Un témoin serein et imperturbable
La défense se débat en vain. L’avocat de Patrick Balkany, Me Eric Dupond-Moretti, tente de déstabiliser le témoin en l’accusant de « subornation de témoin » pour avoir briefé ses collaborateurs avant leurs interrogatoires, ou en suggérant qu’il se serait arrangé avec le juge d’instruction pour charger Patrick Balkany et sauver sa peau.
Rien à faire : plus l’avocat s’époumone, plus le témoin semble serein, coude droit sur le pupitre, main gauche dans la poche. L’agressivité de l’un se fracasse sur le lent débit à l’accent suisse allemand de l’autre. Marc Angst est imperturbable, contrairement aux avocats de la défense, qui cherchent la faille sans jamais la trouver, et finissent systématiquement par se prendre le bec entre eux, sous l’œil circonspect du témoin.
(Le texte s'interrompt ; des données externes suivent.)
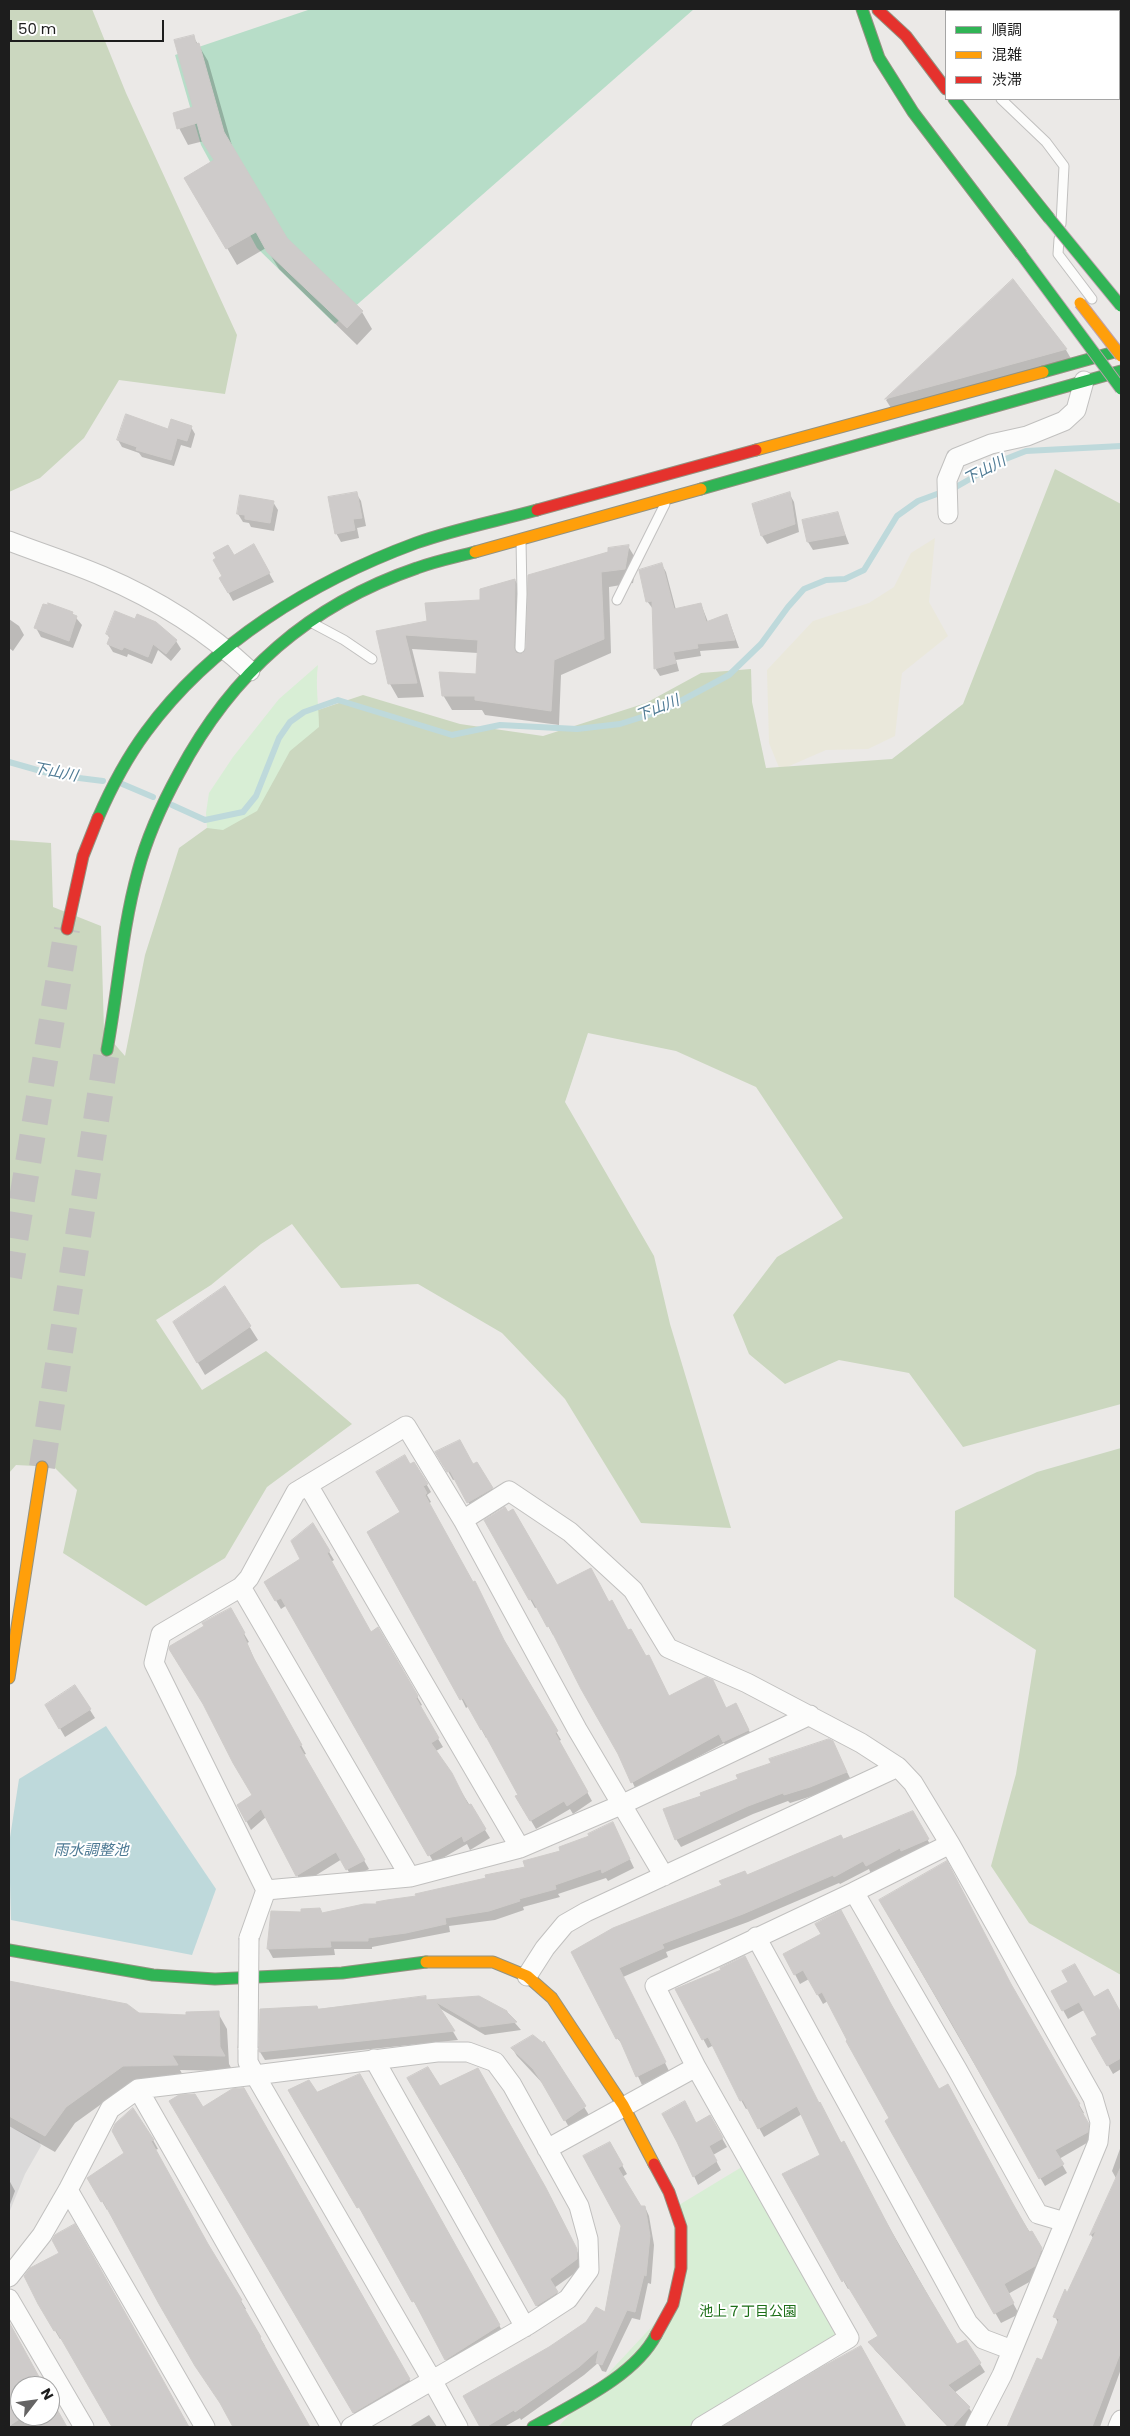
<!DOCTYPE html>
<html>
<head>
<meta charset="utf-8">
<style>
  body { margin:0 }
  #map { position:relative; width:1130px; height:2436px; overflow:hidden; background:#ebe9e7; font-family:Poppins,"Noto Sans JP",sans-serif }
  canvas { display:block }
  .frame { position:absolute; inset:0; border:10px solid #1d1d1d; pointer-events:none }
  .legend { position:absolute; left:945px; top:10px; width:175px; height:90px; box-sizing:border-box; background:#fff; border:1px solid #a5a5a5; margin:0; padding:6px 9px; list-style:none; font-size:15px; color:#1d1d1d }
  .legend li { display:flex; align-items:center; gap:10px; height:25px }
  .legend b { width:25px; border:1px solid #a5a5a5 }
  .north { position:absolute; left:10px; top:2376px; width:50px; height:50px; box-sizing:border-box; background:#fff; border:1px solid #a5a5a5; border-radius:50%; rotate:60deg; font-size:14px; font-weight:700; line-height:20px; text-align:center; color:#1d1d1d }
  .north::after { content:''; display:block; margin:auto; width:18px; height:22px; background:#656464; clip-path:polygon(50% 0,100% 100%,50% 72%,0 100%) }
  .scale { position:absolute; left:10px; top:20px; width:154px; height:22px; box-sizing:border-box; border:2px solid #1d1d1d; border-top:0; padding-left:6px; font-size:15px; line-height:18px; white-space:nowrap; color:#1d1d1d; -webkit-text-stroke:4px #fff; paint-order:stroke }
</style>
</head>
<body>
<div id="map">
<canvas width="1130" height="2436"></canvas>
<div class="frame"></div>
<ul class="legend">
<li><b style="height:6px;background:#30b455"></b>順調</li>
<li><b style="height:6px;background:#ff9f0a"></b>混雑</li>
<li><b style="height:6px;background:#e5322d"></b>渋滞</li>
</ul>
<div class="north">N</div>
<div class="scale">50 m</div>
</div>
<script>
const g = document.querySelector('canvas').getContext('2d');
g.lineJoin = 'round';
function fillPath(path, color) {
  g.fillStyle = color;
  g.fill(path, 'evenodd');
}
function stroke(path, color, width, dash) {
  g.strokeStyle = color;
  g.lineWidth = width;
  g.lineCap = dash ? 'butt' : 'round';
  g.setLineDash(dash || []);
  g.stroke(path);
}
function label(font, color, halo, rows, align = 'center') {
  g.font = font + ' Poppins,"Noto Sans JP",sans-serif';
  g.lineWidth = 4;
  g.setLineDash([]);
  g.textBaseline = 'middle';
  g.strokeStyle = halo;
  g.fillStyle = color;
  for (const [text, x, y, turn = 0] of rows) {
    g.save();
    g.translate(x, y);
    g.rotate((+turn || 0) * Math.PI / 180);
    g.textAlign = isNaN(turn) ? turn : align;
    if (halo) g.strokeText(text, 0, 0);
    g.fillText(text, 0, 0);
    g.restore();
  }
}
fillPath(new Path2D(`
  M935,538l-6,64 19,34 -46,37 -7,63 -27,13 -42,1 -46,20 -11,-27 -2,-73 46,-49 56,-18 25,-16 17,-34z`), '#eae8db');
fillPath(new Path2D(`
  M9,9h83l34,84 111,242 -12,59 -106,-14 -35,58 -44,40 -31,14z
  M1055,469l66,35v900l-158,43 -54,-74 -70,-13 -54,24 -36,-30 -16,-39 44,-58 66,-39 -87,-131 -80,-36 -88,-18 -23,69 89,154 16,68 61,204 -90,-5 -76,-124 -63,-66 -84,-49 -77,4 -49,-64 -31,20 -50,41 -55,35 46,70 64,-39 86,73 -85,63 -42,71 -79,48 -83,-53 14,-63 -23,-23 -38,-2 -7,8v-633l42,3 2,64 48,19 3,106 21,24 20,-101 34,-107 68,-49 62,-86 54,-18 97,29 83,12 103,-33 55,-30 50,-4 1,33 14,66 126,-9 71,-55z
  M1121,1448v527l-92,-52 -38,-57 25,-92 20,-124 -82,-53 1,-86 82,-39z`), '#cbd7bf');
fillPath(new Path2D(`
  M318,665c-3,21 1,41 1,62l-29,24 -33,60 -34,19 -16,-2 -1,-15 3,-20 24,-36 46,-58z
  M750,2162l99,176 -148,89h-143l115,-123 1,-96z`), '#d8eed5');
fillPath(new Path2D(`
  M311,9h383l-359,315 -78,-76 -56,-103 -26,-90z`), '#b7ddc8');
fillPath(new Path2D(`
  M9,2126l30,15 2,5 -16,28 -16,39z`), '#dbdada');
fillPath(new Path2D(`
  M106,1726l110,163 -24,66 -181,-35 -2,-76 10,-65z`), '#bed9db');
fillPath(new Path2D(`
  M193,36l15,25 25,88 53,89 76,74 10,17 -15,16 -78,-76 -13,-21 -29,17 -51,-87 29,-17 -11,-20 -16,4 -9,-17 15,-20z
  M1013,281l53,69 10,17 -180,49 -10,-16z
  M191,427l4,7 -4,14 -10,-3 -7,21 -32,-9 -3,-4 -17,-6 -4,-7z
  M356,493l5,8 5,25 -9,2 2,10 -18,4 -5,-9z
  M789,493l5,9 5,30 -32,12 -5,-8 -8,-31z
  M273,502l5,8 -4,21 -23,-4 -2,-4 -6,-1 -5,-8z
  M837,513l12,31 -36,6 -5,-8 -4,-21z
  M254,546l20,36 -41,19 -12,-22 12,-22z
  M628,546l9,15 -4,22 -24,4 2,66 -50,22 -2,50 -74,-10 -3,-5h-30l-9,-15 34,-20 1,-22 -66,-4 12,48 -26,1 -8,-14 -13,-52 51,-10 53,-21 34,-21 8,15 -1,62 5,-8 2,-73z
  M662,565l4,7 10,38 25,-6 7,18 19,-7 12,33 -39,3 1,5 -25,4 3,11 -19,5 -5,-8 -2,-59 -6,-8z
  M72,613l10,12 -9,23 -32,-11 -5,-9z
  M9,619l10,7 5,9 -11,16 -4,-3z
  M135,621l41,20 5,8 -10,12 -13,-11 -6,14 -24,-10 -1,3 -14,-5 -5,-8 2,-5 -3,-5z
  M225,1288l33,52 -53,35 -31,-53z
  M437,1452l35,14 4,-2 21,33 -24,14 -17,-32 -3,1z
  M414,1463l17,29 -4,3 4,7 -3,2 80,145 53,91 -2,1 33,60 -19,13 -3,-5 -34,20 -19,-32 3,-2 -32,-58 -2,1 -17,-32 -3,2 -16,-33 -51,-85 2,-1v-76l8,-48z
  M486,1520l70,67 53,16 60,94 72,16 12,26 -24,11 -5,-7 -88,47 -16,-36 -65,-120 -2,1 -15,-28 -3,1z
  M313,1525l21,35 -3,2 39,71 8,-4 44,76 -3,2 24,40 -7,4 54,87 -20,12 -3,-6 -33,19 -147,-258 -6,4 -16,-27 37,-23z
  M230,1610l19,32 -2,1 11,24 48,87 -3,1 66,114 -17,9 -10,-19 -40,25 -36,-67 -15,13 -13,-25 16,-10 -48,-169z
  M75,1686l20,32 -30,19 -18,-31z
  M832,1742l19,38 -36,15 -25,8 -2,-2 -35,13 -72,33 -5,-8 27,-42 36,-18z
  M913,1813l19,35 -61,26 -2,-5 -29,15 -1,-1 -91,39 -82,30 2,5 -45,20 46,94 -27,14 -18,-39 -7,-8 -45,-86 174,-76z
  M617,1832l17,36 -26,13 -2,-3 -48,16 2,3 -37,10 1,3 -29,10 -46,6 1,6 -78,15v2h-38l1,6 -62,3 -5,-9 4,-37 50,3 95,-17 110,-30 34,-17z
  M880,1901l135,93 69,119 -2,1 11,19 -1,7 -33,19 8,14 -22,13z
  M785,1955l111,61 43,74 108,169 -7,17 -32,18 11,20 -18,9 -114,-202 3,-2 -62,-118 -5,3 -14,-25 -9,5z
  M1070,1982l23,16 14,-7 14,25v11l-8,5 8,16v21l-8,5 -20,-35 6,-3 -15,-26 -16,9 -15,-27z
  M9,1983l117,22 13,9 48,2 31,-3 9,16 2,35 4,7 -53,-1 6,11 -54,1 -57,41 -20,29 -46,-26z
  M677,1990l142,114 138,242 23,18 5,8 -31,21 15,15 5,8 -10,11h-16l-73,-77 -5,-8 9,-5 -29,-49 -2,1 -64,-115 38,-19 -20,-41 -38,23 -16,-29 -2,1 -5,-9 -27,-55 -6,3z
  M425,1998l2,3 52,-3 30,18 12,14 -36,5 -46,-27 19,32 -193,20 -5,-8 1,-42h57z
  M512,2048l72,59 5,8 -19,14 -23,-41 -30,-32z
  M359,2076l145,258 -53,34 -50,-90 -84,-185z
  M409,2078l31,10 111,110 30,61 1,9 -28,20 8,13 -20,13z
  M244,2089l170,299 -55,33 -188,-319 31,6z
  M710,2117l17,30 -14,8 8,15 -23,15 -19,-43 17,-17z
  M113,2131l40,9 5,9 -3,1 54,98 37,61 -2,1 21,36 -2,1 46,80h-75l-126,-219 -1,2 -18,-32 37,-24z
  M610,2144l17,30 -5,3 19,30h4l4,9 5,29 -3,39 -3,-1 -8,37 -8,-2 -26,54 -4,-1 -4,-8 -14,12 -63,45 -1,-2 -16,9h-22l-17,-30 141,-83 16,-88z
  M1121,2146v120l-4,12 4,2v89l-21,58h-93l31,-68 4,2 16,-38 -3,-7 12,-20 27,-57 -3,-4 26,-55 -5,-9z
  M9,2180l6,11 -6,16z
  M74,2226l114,201h-74l-52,-89 -2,1 -16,-27 16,-59z
  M9,2324l34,62h-23v30h30v-17l16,28h-57z
  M861,2348l44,79h-180z
  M429,2415l8,12h-28z`), '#0003');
stroke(new Path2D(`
  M9,762l46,13 48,6
  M120,783l33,14
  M172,805l33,15 38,-8 13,-16 23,-58 11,-16 14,-10 34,-12 114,35 48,-10 77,4 43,-5 44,-14 65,-35 32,-31 27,-37 16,-18 22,-9 19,-1 19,-9 33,-54 21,-15 38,-14 47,-27 23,-9 95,-5`), '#bed9db', 6);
const building = new Path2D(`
  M194,35l2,9 3,-1 25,89 63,106 76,73 -16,17 -80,-76 -11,-20 -30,17 -42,-71 30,-18 -12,-19 -5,-18 -20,6 -4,-16 20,-6 -19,-67z
  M1013,279l54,70 -182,50z
  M126,414l42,15 3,-10 21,7 -5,15 -10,-3 -6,22 -35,-10 1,-3 -20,-7z
  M357,492l5,26 -9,1 2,11 -20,4 -7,-37z
  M790,492l5,32 -34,12 -9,-32z
  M240,495l34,6 -4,22 -25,-4v-4l-8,-1z
  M838,512l7,23 -38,7 -5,-22z
  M254,544l16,29 -42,20 -9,-15 3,-2 -9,-16 3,-2 -3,-5 15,-8 6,10z
  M629,545l-4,24 -24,3 3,67 -50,21 -3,51 -76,-11v-4h-33l-3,-24 37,2 2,-34 -73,-5 12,48 -29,1 -12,-53 51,-10 -2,-18 55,-3v-11l35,-10 -1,69 2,5 6,1 4,-6 2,-73 80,-23v-4z
  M662,563l12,46 27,-6 5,19 21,-8 8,26 -38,4 1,4 -25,4 3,11 -22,6 -2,-68 -6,1 -7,-32z
  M48,603l25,9 -1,2 5,2 -8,25 -35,-13 9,-24 5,1z
  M115,611l20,8 2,-5 19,8 21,18 -11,14 -13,-10 -5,13 -24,-10 -2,3 -15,-6 3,-8 -4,-2z
  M225,1286l26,40 -54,37 -24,-41z
  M460,1440l13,24 4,-2 16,26 -26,15 -17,-32 -3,1 -12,-20z
  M405,1455l5,9 4,-2 14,22 -5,2 4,7 -2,2 48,87 2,-1 29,59 54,91 -3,2 33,59 -21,14 -3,-5 -34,20 -15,-25 3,-1 -36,-66 -1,1 -18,-32 -3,2 -93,-168 33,-20 -24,-40z
  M505,1507l3,5 5,-3 44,76 34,-17 18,34 3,-2 16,30 3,-1 15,27 3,-1 20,41 37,-19 7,3 13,28 10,-5 13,27 -26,12 -4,-8 -88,49 -13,-29 -37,-65 -32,-63 -2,1 -15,-28 -3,1 -45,-80z
  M313,1523l17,28 -3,2 44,79 7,-5 40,69 -2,2 23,40 -8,5 21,30 16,32 3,-1 15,25 -22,13 -2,-6 -34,20 -147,-258 -6,3 -11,-19 36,-23 -9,-18z
  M231,1608l14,25 -2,1 10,23 49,88 -3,1 66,114 -19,10 -10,-18 -40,24 -35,-67 -15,13 -9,-17 15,-10 -19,-32 -30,-59 -34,-55 1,-3 34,-20 -2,-3z
  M75,1685l16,24 -32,20 -14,-24z
  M829,1739l4,2 14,31 -37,15 -26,8 -1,-2 -35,13 -73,34 -12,-31 38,-13 -1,-3 38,-14 -2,-4 35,-12 -2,-4z
  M913,1811l16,28 -28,12 -1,-3 -34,18 -3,-5 -29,16 -1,-2 -90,39 -81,30 2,4 -45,20 47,94 -30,15 -17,-39 -3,1 -45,-87 42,-24 109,-43 -3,-4 26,-10 2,4 94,-40 2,4z
  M613,1822l17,37 -28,14 -1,-4 -46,16 1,4 -37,10 1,2 -31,10 -44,7 1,6 -40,9 -38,5v3h-38l1,6 -64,2 4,-38 30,1v-3l19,-1 2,5 42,-9h13l-1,-2 11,-2 29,-4 -1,-2 71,-16 -1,-3 40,-8 -2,-6 37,-10 -1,-4 30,-11 -1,-2z
  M947,1861l64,123 69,120 -2,1 11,19 -1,8 -33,18 9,14 -25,15 -86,-154 -74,-125z
  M841,1910l50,94 48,85 9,-5 64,118 17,30 3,-1 10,17 -7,18 -31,18 10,19 -20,11 -109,-193 4,-3 -43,-77 1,-1 -25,-48 -5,3 -14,-25 -9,5 -11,-21 38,-20 -6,-10z
  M745,1956l74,147 1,-1 21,41 3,-2 58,111 55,92 9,-4 15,23 -33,22 22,22 -18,20h-3l-81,-85 10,-6 -34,-56 -2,2 -60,-108 38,-19 -23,-49 -39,23 -15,-29 -3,1 -32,-64 -6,3 -27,-51 46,-19 -1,-2z
  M1075,1964l19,33 14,-8 13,24v45l-14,8 -16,-28 6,-3 -18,-33 -17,9 -11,-20 17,-9 -6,-11z
  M9,1981l118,23 12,9 47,2v-3l33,-1 1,36 5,9 -53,-1 6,10 -55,1 -57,41 -21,29 -36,-20z
  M426,1996v4l53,-4 28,15v1l10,10 -38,5 -43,-25 19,29 -196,21 1,-43 57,-3 1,3z
  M533,2035l10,8 1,-2 42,65 -22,15 -23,-40 -8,-12 -22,-21z
  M428,2067l12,19 38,-18 68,120 31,61v10l-27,20 8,13 -22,14 -73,-133 -56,-95z
  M360,2074l140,251 -55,35 -31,-59 -2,1 -53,-95 -2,1 -69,-118 21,-10 8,12z
  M244,2088l166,291 -57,34 -184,-312 10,-6 16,-1 8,13 29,-18z
  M685,2101l11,22 14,-8 13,23 -14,8 8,15 -24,16 -16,-35 -15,-28z
  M133,2108l21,32 -3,1 57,103 34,56 -2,1 21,36 -1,1 50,89h-77l-13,-24 -25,-37 -36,-62 -56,-103 -2,1 -14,-24 37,-25 -12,-22 3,-7z
  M610,2142l13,23 -5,3 23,38h4l5,30 -4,40 -2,-1 -9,37 -8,-2 -25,55 -6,-2 3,-14 -20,18 -64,45 -1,-2 -28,17h-6l-17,-31 86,-49 37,-25 10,-15 9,5 16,-86 -38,-70z
  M1121,2167v184l-29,76h-85l30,-69 5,2 17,-41 -6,-2 12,-28 2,4 29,-62 -6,4z
  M75,2224l74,131 40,72h-77l-56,-97 -2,1 -16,-27 -14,-28 6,-8 29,-15 -7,-13 3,-5z
  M9,2322l35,64h-24v30h4l-15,10z
  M861,2346l45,81h-184l100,-60z
  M50,2397l17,30h-32l-6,-11h21z`);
fillPath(building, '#cecbca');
stroke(building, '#cecbc9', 1);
stroke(new Path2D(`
  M9,1277l58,-348
  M42,1467l65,-417`), '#c2c0bf', 26, [26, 13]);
const lane = new Path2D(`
  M974,9l1,2
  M1001,99l45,43 18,24 -3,58
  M1059,239l-1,15 34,45
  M617,600l48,-96
  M314,624l30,16 28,19
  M520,648l2,-54 -1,-54`);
const street = new Path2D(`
  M948,514l-1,-34 9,-22 35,-14 36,-8 37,-15 12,-11 8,-29
  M9,541c31,12 63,22 93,35 54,23 105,55 148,95
  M308,1485l212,363
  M463,1520l46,-29 61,41 63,58 35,58 79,35 114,60 37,24
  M241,1587l169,290
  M664,1876l-87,-147 -114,-209 -57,-94 -110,66 -47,86 -8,9 -80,47 -7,29 112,227 144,-13 110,-29 103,-44 187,-89
  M854,1892l103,177 81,145 27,8
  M756,1937l212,386 15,16 29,11
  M249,1938l17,-48
  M527,1976l18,-28 20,-24 21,-12 312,-145 15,16 37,61 143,254 7,24 -2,20 -96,233 -27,52
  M374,2059l151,268
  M696,2067l-41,-81 199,-94 96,-48
  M138,2089l193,338
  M547,2149l149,-82 153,271 -148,89
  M68,2190l137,237
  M9,2277l33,-42 26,-45 42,-81 28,-20 117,-14 -7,-13v-14
  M9,2299l75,128
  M351,2427l177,-102 40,-26 21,-29 -1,-31 -9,-33 -67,-121 -17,-23 -27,-10h-31l-182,23 177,305 26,47
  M1118,2427l3,-7`);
const fast = new Path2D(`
  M862,9l17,49 34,54 108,142
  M954,99l95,119
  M1043,372l75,-21
  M701,489l420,-118
  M98,818c13,-30 28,-59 48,-86 65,-89 167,-151 270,-189 39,-14 81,-22 121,-33
  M107,1050c11,-59 15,-121 31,-179 9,-34 24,-67 41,-98 53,-100 130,-168 238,-205 19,-7 39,-11 58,-16
  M9,1950l144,25 62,4 127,-6 84,-11
  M533,2427c40,-23 101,-50 123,-92`);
const slow = new Path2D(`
  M756,450l287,-78
  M475,552l226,-63
  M9,1678l33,-211
  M426,1962h67l34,14 25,22 71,107 31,59`);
const jam = new Path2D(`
  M878,10l28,26 40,53
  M537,510l219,-60
  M67,929l16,-73 15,-38
  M654,2164l15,28 12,35v41l-8,36 -17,31`);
stroke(lane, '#c1c0bf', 11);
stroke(street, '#c1c0bf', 21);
stroke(fast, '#939281', 13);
stroke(slow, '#939281', 13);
stroke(jam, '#939281', 13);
stroke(lane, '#fcfcfb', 9);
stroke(street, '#fcfcfb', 19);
stroke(fast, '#30b455', 11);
stroke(slow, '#ff9f0a', 11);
stroke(jam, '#e5322d', 11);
const streetBridge = new Path2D(`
  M248,2048l1,-110`);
const fastBridge = new Path2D(`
  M1049,218l72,88
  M1021,254l100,135`);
const slowBridge = new Path2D(`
  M1080,303l41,53`);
stroke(streetBridge, '#c1c0bf', 21, []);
stroke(fastBridge, '#bda1ad', 13, []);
stroke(slowBridge, '#bda1ad', 13, []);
stroke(streetBridge, '#fcfcfb', 19);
stroke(fastBridge, '#30b455', 11);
stroke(slowBridge, '#ff9f0a', 11);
label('14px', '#1d6f18', '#fff', [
  ["池上７丁目公園",748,2312]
]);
label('italic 15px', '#4e7a94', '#fff', [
  ["下山川",985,471,-28],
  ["下山川",658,709,-22],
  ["下山川",55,773,11],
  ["雨水調整池",91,1851]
]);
</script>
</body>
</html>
L’audience touche à sa fin. Le président souhaite encore lire le procès-verbal de la confrontation de 2015 entre MM. Angst, Claude et Aubry. Il est question d’instructions envoyées par fax à Gestrust par Me Claude, indiquant les virements à effectuer depuis le compte d’Himola (pour l’achat de meubles pour la maison de Marrakech, par exemple) et les numéros de compte des bénéficiaires, fournis par Jean-Pierre Aubry.
« Question du juge d’instruction à M. Aubry : qui vous remettait ces numéros ?
– Je ne suis pas propriétaire de cette maison et je n’ai pas pris un sou. C’est ma réponse.
– Monsieur ou Madame Balkany vous ont-ils remis ces références bancaires ?
– Je ne suis pas propriétaire de cette maison et je n’ai pas pris un euro. C’est ma réponse.
– Pouvez-vous seulement répondre par la négative, c’est-à-dire : non, ce n’est pas Monsieur ou Madame Balkany ?
– Je ne suis pas propriétaire de cette maison et je n’ai pas pris un sou. »
La salle glousse. L’audience est suspendue. Les prévenus quittent la salle en silence.